What about Jason Campbell? Sorry, looks like bad news for haters.

"He's got a lot of starts -- 51. He's seen a lot of [defensive] looks," Allen said. "And he hasn't played his best football yet."

Since Campbell, playing behind an awful line, finished 15th in the NFL in passer rating, 14th in yards and 18th in touchdown passes, that's at least a semi-hug from the new GM. If Allen thinks Campbell's best football is ahead of him and he's already rated in front of half the starters in the NFL, how much better can you do?

When the Redskins' new coach, presumably Mike Shanahan, is introduced, he'll find he's in the right place at the right time. He's nailed the bottom. Things can't get any worse for the Redskins. Oh, they could stay this bad for another year in terms of won-lost record, just as Gibbs's first year back (6-10) was only one win better than Steve Spurrier's (5-11) exit line. But, broadly speaking, the Redskins can't get worse than this: A loss to the Chargers' junior varsity, a pre-dawn coach firing and a locker room full of players taking turns ripping their own discipline, loyalty, maturity, accountability and, frankly, willingness to be coached.

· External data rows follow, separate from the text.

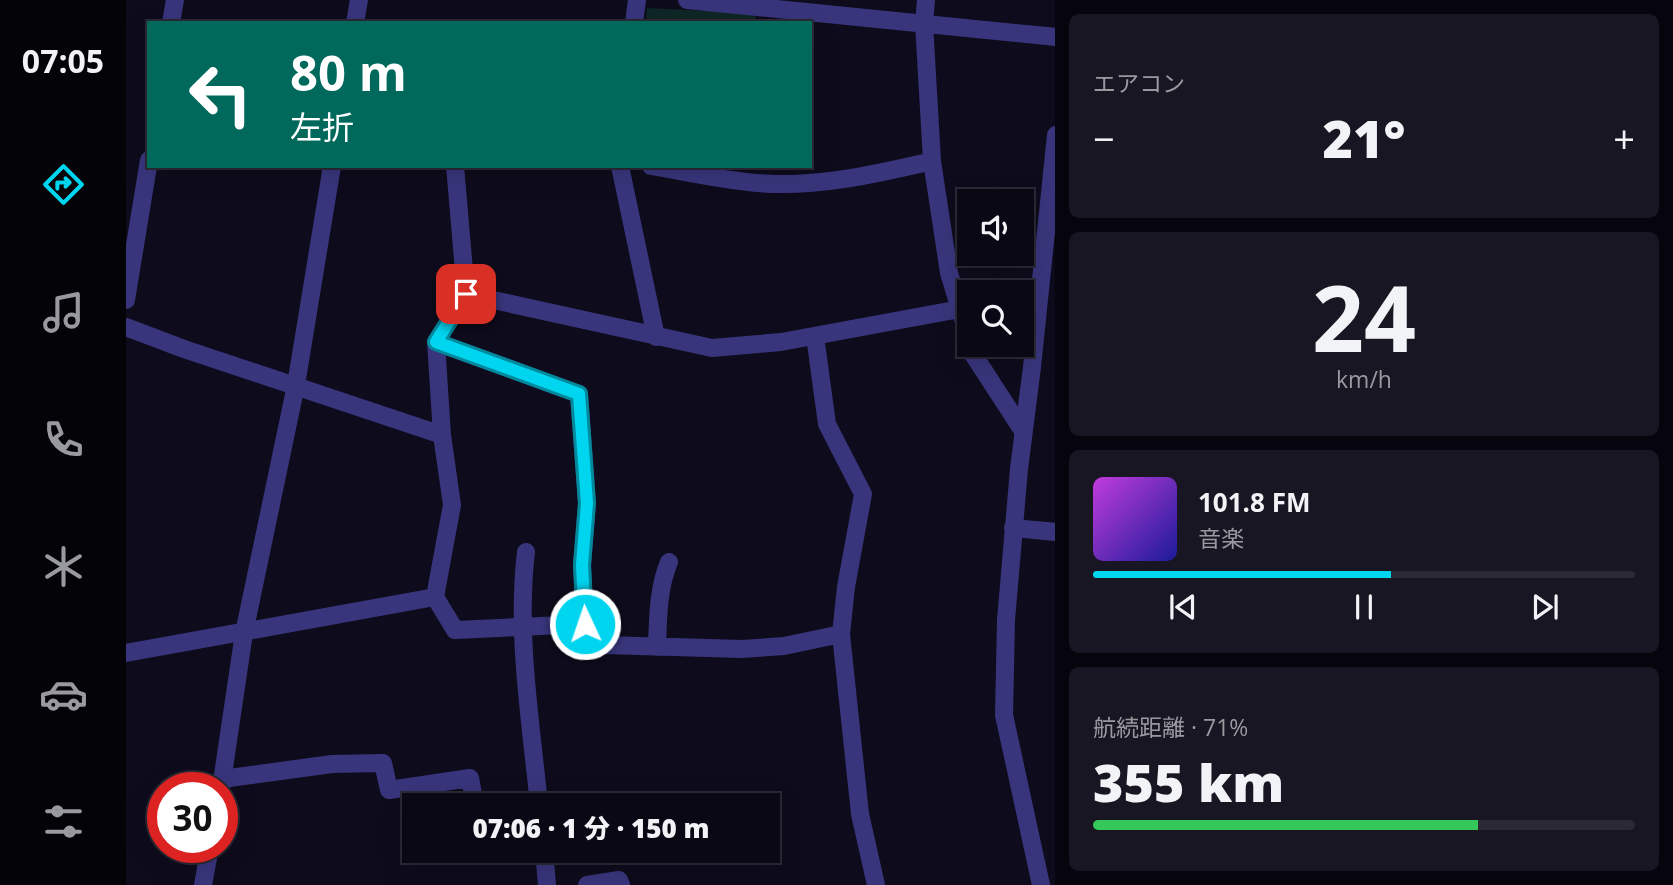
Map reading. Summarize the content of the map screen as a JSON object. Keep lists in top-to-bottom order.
{
  "page": {
    "tabs": "07:05",
    "tile": [
      "エアコン",
      ["24", "km/h"],
      ["航続距離 · 71%", "355 km"]
    ],
    "turn": ["80 m", "左折"],
    "heat": ["−", "21°", "+"],
    "song": ["101.8 FM", "音楽"],
    "limit": "30",
    "trip": "07:06 · 1 分 · 150 m"
  }
}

San Francisco Coach Mike Singletary, mad at a selfish 49er, once said: "Cannot win with them. Cannot coach with them. Can't do it. I want winners."

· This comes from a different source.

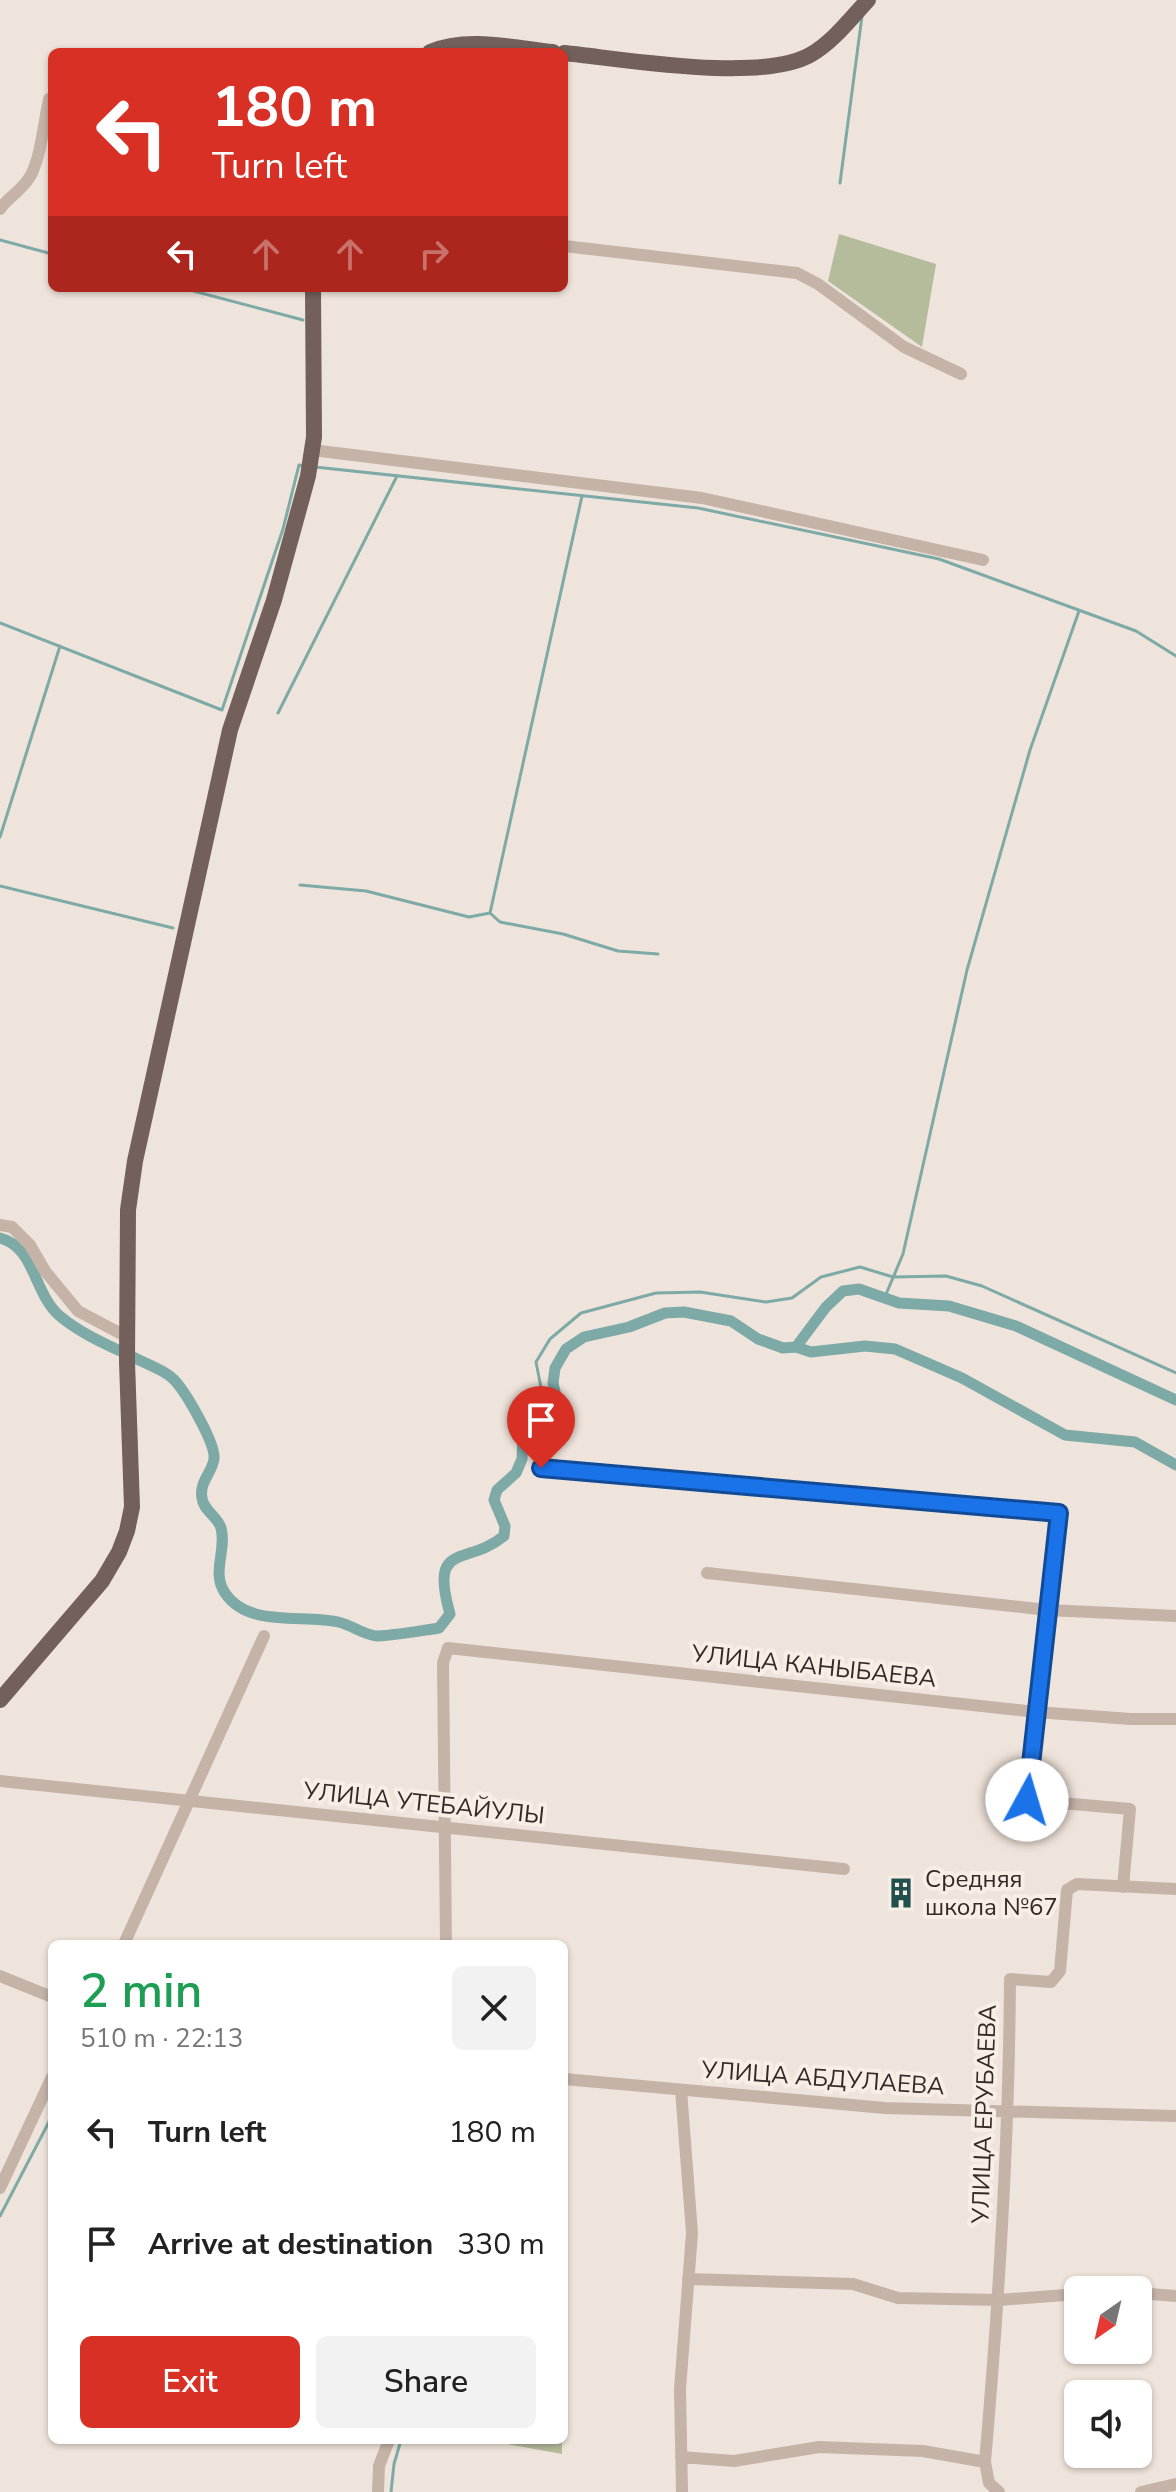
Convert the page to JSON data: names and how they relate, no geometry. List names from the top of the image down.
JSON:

In the hours after Zorn was fired, several Redskins described their own team as the "Cannot Win With Them" type. This franchise may, or may not, need many new players. But it definitely needs an entirely new attitude. The Redskins must stop thinking that they are winners-under-an-evil-star and, instead, face how far they have to travel. Until they prove otherwise, they are losers, especially their richest most self-centered players.

The Redskins' next coach needs to understand what he's getting into. Redskins fans need to understand how much patience they will need. The owner must grasp that, after 11 years, this mess is his and he needs to get out of the way of the professionals. And the players, who know exactly what's wrong with them, need to take responsibility for their own team. When they start acting like winners, instead of just talking like it, they'll have a chance.